FOURL'ambiance de la chambre redescend à la normale. Je fais glisser mes doigts sur les courbes élancées de Jamie, elle frissonne et un petit rire incontrôlé à peine audible se fait entendre. J'aurai voulu plus de Jamie ce soir-là, mais elle sait ce qu'elle fait. Elle ne m'offre pas son corps par gentillesse. Trop rapidement, elle m'échappe, se lève et sort du lit. Je reste allongé, en profite pour scruter les moindres parties de son corps. Corps que j'aime plus que tout au monde et elle le sait. «
Tu me laisses ? » Son regard posé sur moi me donnerait presque froid au dos. Jamie, c'est pas le genre de fille qu'il faut faire chier, sinon elle n'hésite pas à vous coller une balle entre les deux yeux, mais j'en ai pas peur, parce qu'elle m'aime bien au fond. Elle s'habille devant moi, comme pour me faire comprendre que ce qui vient de se passer n'arrivera plus jamais. Cette façon qu'elle a de me rendre fou, elle seule est capable d'y arriver aussi bien et je la déteste pour ça. «
On avait un marché, Haner. » Je soupire, détourne le regard et hausse les épaules. Je n'aurai jamais dû faire ça, parce qu'en une seconde, Jamie se retrouve devant moi, les yeux sombres, prête à me tuer d'une main. «
Je vais le faire ton truc, mais je ferai pas ça gratuitement. » Elle me rit à la face, c'est un rire froid et presque mauvais. Je hausse un sourcil, fais mine de ne pas comprendre pourquoi elle fait ça, alors que je sais très bien qu'elle me hait à ce moment précis. «
On vient de coucher ensemble, c'était ça ta motivation. » Jamie me perverti, lentement, mais sûrement à quelque chose d'extrêmement mauvais. Le problème, c'est que j'ai l'impression d'aimer ça. Non pas que ça me plaise de jouer un rôle dans la mafia, mais l'argent, le respect, c'est quelque chose que tout homme aime avoir. J'ai déjà ça, mais j'en veux plus, toujours plus et encore plus. Je m'étire longuement, laissant Jamie s'impatienter encore un peu avant de caresser de la paume de ma main sa cuisse vêtue d'un jean noir. «
Tu te trompes, là.
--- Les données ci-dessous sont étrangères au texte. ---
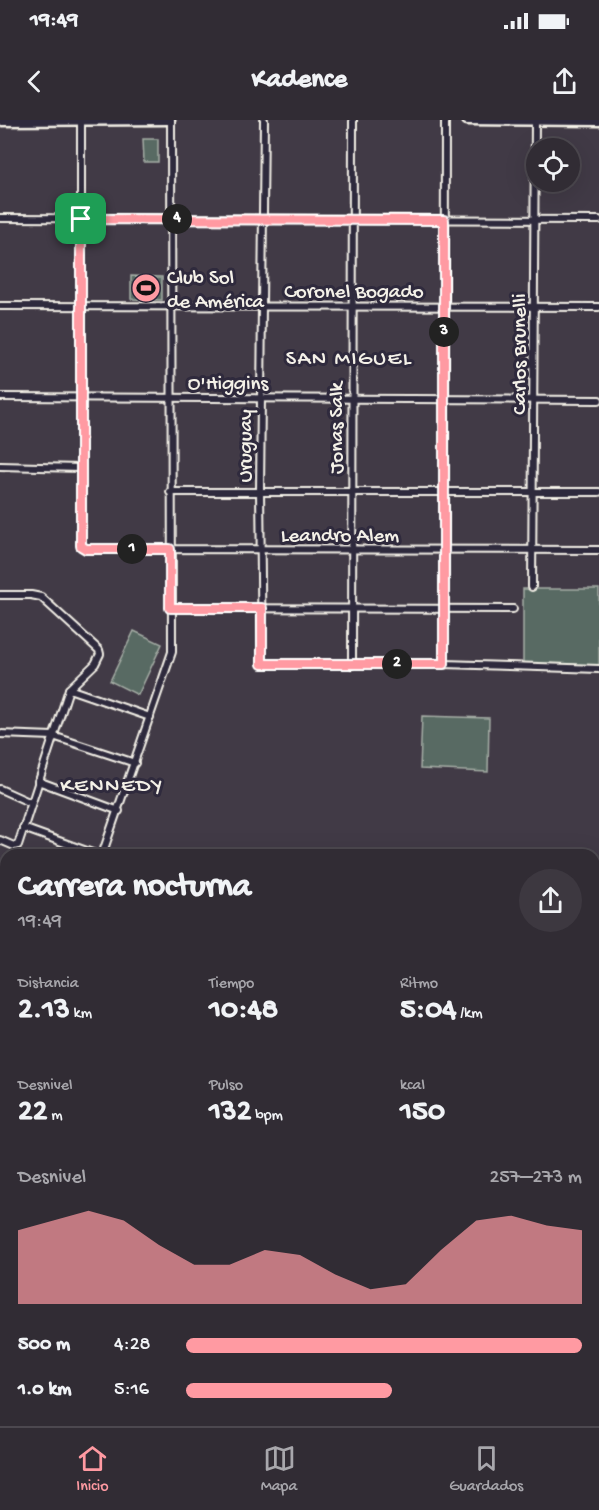 <!DOCTYPE html>
<html lang="es">
<meta charset="utf-8">
<style>
:root{--surface:#312c34;--page:#3d3840;--text:#f1f3f6;--muted:#a8a7ac;--line:#4c484f;--accent:#ff9aa2}
body{margin:0;font-family:"Gochi Hand",sans-serif;background:var(--page);color:var(--text);height:100vh;display:flex;flex-direction:column;font-size:22px;white-space:nowrap}
*{box-sizing:border-box;margin:0}
p{font-size:20px;color:var(--muted)}
.icon{flex:none;width:33px;height:33px;fill:none;stroke:currentColor;stroke-width:2;stroke-linecap:round;stroke-linejoin:round}
.map{position:relative;flex:1;overflow:hidden}
.panel{position:absolute;left:0px;top:729px;width:600px;height:578px;display:flex;flex-direction:column;background:var(--surface);border-radius:18px 18px 0 0;box-shadow:0 6px 24px #0002,0 0 0 2px var(--line)}
.panel>*{flex:none}
.fabs{position:absolute;left:526px;top:18px;display:grid;gap:12px}
.fabs a{display:grid;place-items:center;width:54px;height:54px;border-radius:50%;background:var(--surface);box-shadow:0 6px 24px #0002,0 0 0 2px var(--line);font-size:30px}
.pin{position:absolute;display:grid;place-items:center;width:51px;height:51px;color:#fff;margin:-26px;border-radius:12px;box-shadow:0 3px 9px #0006}
.km{position:absolute;width:30px;height:30px;margin:-15px;border-radius:50%;background:#222;color:#fff;font-size:16px;line-height:30px;text-align:center}
.round{display:grid;place-items:center;flex:none;width:63px;height:63px;border-radius:32px;background:var(--page)}
.summary{display:flex;align-items:center;justify-content:space-between;height:102px;padding:0 18px}
h1{font-size:33px;font-weight:700;line-height:45px}
.figures{display:grid;grid-template-columns:repeat(3,1fr);gap:9px;height:102px;padding:6px 18px}
.figures div{display:grid;align-content:center}
.figures b{font-size:30px;font-weight:700}
.figures small{font-size:16px;font-weight:400}
.figures p{font-size:16px}
.chart{height:168px;padding:12px 18px}
.chart p{display:flex;justify-content:space-between}
.chart svg{width:100%;height:108px;margin-top:6px;fill:var(--accent);opacity:.7}
ul{padding:0 18px;list-style:none;font-size:20px}
li{display:grid;grid-template-columns:96px 72px 1fr;align-items:center;height:45px}
li i{height:15px;border-radius:8px;background:var(--accent)}
.status{display:flex;justify-content:space-between;align-items:center;height:42px;padding:0 30px;background:var(--surface);direction:ltr}
.status svg{height:16px;fill:currentColor}
header{display:flex;justify-content:space-between;align-items:center;height:78px;padding:0 18px;background:var(--surface);font-size:27px;font-weight:700}
.tabs{display:flex;justify-content:space-around;align-items:center;height:84px;border-top:2px solid var(--line);background:var(--surface);font-size:16px;color:var(--muted)}
.tabs a{display:grid;justify-items:center;gap:3px}
.tabs .current{color:var(--accent)}
.map>svg:first-child{display:block}
.green{fill:#586b64;stroke:#a6aea6;stroke-width:1.5}
.lines{fill:none;stroke-linecap:round;stroke-linejoin:round}
.minor-casing{stroke:#f4f1e8;stroke-width:10}
.major-casing{stroke:#f4f1e8;stroke-width:13}
.minor{stroke:#2f2a3d;stroke-width:6}
.major{stroke:#2f2a3d;stroke-width:8}
.route-casing{stroke:#fff;stroke-width:12}
.route{stroke:#ff9aa2;stroke-width:8}
.labels{text-anchor:middle;stroke-width:6;stroke-linejoin:round;paint-order:stroke}
.poi-label{font-size:21px;fill:#f4f1e8;stroke:#2f2a3d;text-anchor:start}
.street-label{font-size:21px;fill:#f4f1e8;stroke:#2f2a3d}
.neighbourhood-label{font-size:22px;letter-spacing:1.5px;fill:#f4f1e8;stroke:#2f2a3d}
</style>
<div class="status"><b>19:49</b><svg viewBox="0 0 49 12"><path d="M0 12V9h3v3zM5 12V6h3v6zM10 12V3h3v9zM15 12V0h3v12zM26 1h20v11H26zM47 4h2v5h-2z"/></svg></div>
<header><svg class="icon" aria-label="back" viewBox="0 0 24 24"><path d="M15 5l-7 7 7 7"/></svg>Kadence<svg class="icon" aria-label="share" viewBox="0 0 24 24"><path d="M12 15V3M7 8l5-5 5 5M5 13v7h14v-7"/></svg></header>
<div class="map">
<svg width="599" height="1306" viewBox="0 0 599 1306">
<rect width="100%" height="100%" fill="#413a46"/>
<filter id="ink" filterUnits="userSpaceOnUse"><feTurbulence type="fractalNoise" baseFrequency=".0167" numOctaves="2"/><feDisplacementMap in="SourceGraphic" scale="12" xChannelSelector="R" yChannelSelector="G"/><feConvolveMatrix kernelMatrix="1 2 1 2 8 2 1 2 1" color-interpolation-filters="sRGB"/></filter>
<g filter="url(#ink)">
<!-- green -->
<g class="green">
<polygon points="143,19 158,19 158,42 144,42"/>
<polygon points="131,156 162,157 162,180 131,179"/>
<polygon points="523,469 599,469 599,546 523,545"/>
<polygon points="134,511 162,524 138,575 110,561"/>
<polygon points="422,596 489,598 488,652 420,649"/>
<polygon points="6,1068 6,1162 0,1164 0,1069"/>
<rect x="594" y="1184" width="5" height="72"/>
<rect x="110" y="1301" width="46" height="5"/>
<polygon points="177,1301 229,1301 229,1306 176,1306"/>
</g>
<g class="lines">
<!-- minor casing -->
<g class="minor-casing">
<g id="minor">
<polyline points="81,0 81,426 86,429 599,430"/>
<polyline points="264,0 260,370 262,544 444,544 599,549"/>
<polyline points="0,98 599,100"/>
<polyline points="0,186 599,187"/>
<polyline points="0,277 599,280"/>
<polyline points="0,346 80,348"/>
<polyline points="170,372 599,372"/>
<polyline points="532,467 535,0"/>
<polyline points="0,475 31,475 41,477 99,530 100,534 95,544 69,569 18,725 14,726 0,720"/>
<polyline points="170,488 513,489"/>
<polyline points="444,544 445,0"/>
<polyline points="352,545 353,0"/>
<polyline points="69,569 150,597"/>
<polyline points="0,614 53,616 135,643"/>
<polyline points="38,661 119,691"/>
<polyline points="0,669 31,683"/>
<polyline points="23,708 98,735"/>
<polyline points="102,735 172,532 171,0"/>
<polyline points="594,862 599,862"/>
<polyline points="594,875 599,876"/>
<polyline points="594,985 599,985"/>
<polyline points="594,1047 599,1047"/>
<polyline points="594,1171 599,1171"/>
<polyline points="594,1269 599,1269"/>
<polyline points="580,1300 580,1306"/>
<polyline points="307,1306 307,1300"/>
<polyline points="397,1306 397,1300"/>
<polyline points="489,1306 489,1300"/>
</g>
</g>
<!-- major casing -->
<g class="major-casing">
<g id="major">
<polyline points="467,0 599,1"/>
<polyline points="0,1 170,0"/>
<polyline points="0,781 6,781"/>
<polyline points="594,813 599,816"/>
</g>
</g>
<!-- minor -->
<use href="#minor" class="minor"/>
<!-- major -->
<use href="#major" class="major"/>
</g>
</g>
<g class="lines" filter="url(#ink)">
<!-- route casing -->
<g class="route-casing">
<polygon id="route" points="81,99 444,100 444,544 262,544 262,488 170,488 170,429 86,429 81,426"/>
</g>
<!-- route -->
<use href="#route" class="route"/>
</g>
<!-- icons -->
<defs>
<g id="stadium-disc" transform="scale(1.5)"><circle r="9.5" fill="#ff9aa2" stroke="#2f2a3d"/><path d="M0-5a6.5 5 0 1 0 0 10a6.5 5 0 1 0 0-10ZM-3.5-1.8h7v3.6h-7Z" fill="#111"/></g>
</defs>
<g fill-rule="evenodd">
<use href="#stadium-disc" x="146" y="168"/>
</g>
<g class="labels">
<!-- poi labels -->
<g class="poi-label">
<text x="167" y="163">Club Sol<tspan x="167" dy="24">de América</tspan></text>
</g>
<!-- street labels -->
<g class="street-label">
<text x="354" y="177">Coronel Bogado</text>
<text transform="translate(518 234) rotate(-90)" y="7">Carlos Brunelli</text>
<text x="228" y="269">O'Higgins</text>
<text transform="translate(335 308) rotate(-90)" y="7">Jonas Salk</text>
<text transform="translate(244 326) rotate(-90)" y="7">Uruguay</text>
<text x="340" y="421">Leandro Alem</text>
</g>
<!-- neighbourhood labels -->
<g class="neighbourhood-label">
<text x="349" y="244">SAN MIGUEL</text>
<text x="112" y="671">KENNEDY</text>
</g>
</g>
</svg>
<div class="fabs">
<a><svg class="icon" aria-label="locate" viewBox="0 0 24 24"><circle cx="12" cy="12" r="6"/><path d="M12 2v4M12 18v4M2 12h4M18 12h4"/></svg></a>
</div>
<div class="pin" style="left:81px;top:99px;background:#1e9e55"><svg class="icon" aria-label="arrive" viewBox="0 0 24 24"><path d="M6 21V4h12l-3 4 3 4H6"/></svg></div>
<b class="km" style="left:132px;top:429px">1</b>
<b class="km" style="left:397px;top:544px">2</b>
<b class="km" style="left:444px;top:212px">3</b>
<b class="km" style="left:177px;top:99px">4</b>
<section class="panel">
<div class="summary"><div><h1>Carrera nocturna</h1><p>19:49</p></div><a class="round"><svg class="icon" aria-label="share" viewBox="0 0 24 24"><path d="M12 15V3M7 8l5-5 5 5M5 13v7h14v-7"/></svg></a></div>
<div class="figures">
<div><p>Distancia</p><b>2.13<small> km</small></b></div>
<div><p>Tiempo</p><b>10:48</b></div>
<div><p>Ritmo</p><b>5:04<small> /km</small></b></div>
</div>
<div class="figures">
<div><p>Desnivel</p><b>22<small> m</small></b></div>
<div><p>Pulso</p><b>132<small> bpm</small></b></div>
<div><p>kcal</p><b>150</b></div>
</div>
<div class="chart"><p><span>Desnivel</span>257–273 m</p>
<svg viewBox="0 0 160 44" preserveAspectRatio="none"><path d="M0 44V14L10 10L20 6L30 10L40 20L50 28L60 28L70 22L80 24L90 32L100 38L110 36L120 22L130 10L140 8L150 12L160 14V44z"/></svg>
</div>
<ul>
<li><b>500 m</b>4:28<i style="width:100%"></i></li>
<li><b>1.0 km</b>5:16<i style="width:52%"></i></li>
</ul>
</section>
</div>
<nav class="tabs">
<a class="current"><svg class="icon" aria-label="home" viewBox="0 0 24 24"><path d="M3 11l9-7 9 7M6 9v11h12V9"/></svg>Inicio</a>
<a><svg class="icon" aria-label="map" viewBox="0 0 24 24"><path d="M3 6l6-2 6 2 6-2v14l-6 2-6-2-6 2zM9 4v14M15 6v14"/></svg>Mapa</a>
<a><svg class="icon" aria-label="saved" viewBox="0 0 24 24"><path d="M7 4h10v16l-5-4-5 4z"/></svg>Guardados</a>
</nav>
Si on a couché ensemble, c'est pour me convaincre de transporter la marchandise. Mais une fois que j'aurai fais ça, j'aurai besoin de toi, moi aussi. » Presque élégamment, je lui fais comprendre que j'aurai besoin de son corps. Jamie fait la moue, mais au fond, je sais qu'elle ne refusera pas. Parce que ce lien qui nous unis, il est fort, excessivement fort et Jamie, c'est ce qui lui faut pour la tenir en haleine, je le sais aussi bien qu'elle. Alors, je lui souris, de ce sourire qu'elle adore et elle se contente de lever les yeux au ciel. «
Fais pas tout foirer demain, pigé ? Sinon t'auras rien de plus que ce soir. » Et elle franchi le cadrant de la porte de cette petite chambre d'hôtel, laissant raisonner le claquement de ses talons dans le couloir. Dans un soupire, je m'étire de nouveau, me laissant divaguer et rêver. J'avais promis à mon père de devenir quelqu'un de bien, mais je suis en train de faire le contraire. Shea, l'enfant courtier, devient un membre de la mafia de plus en plus demandé.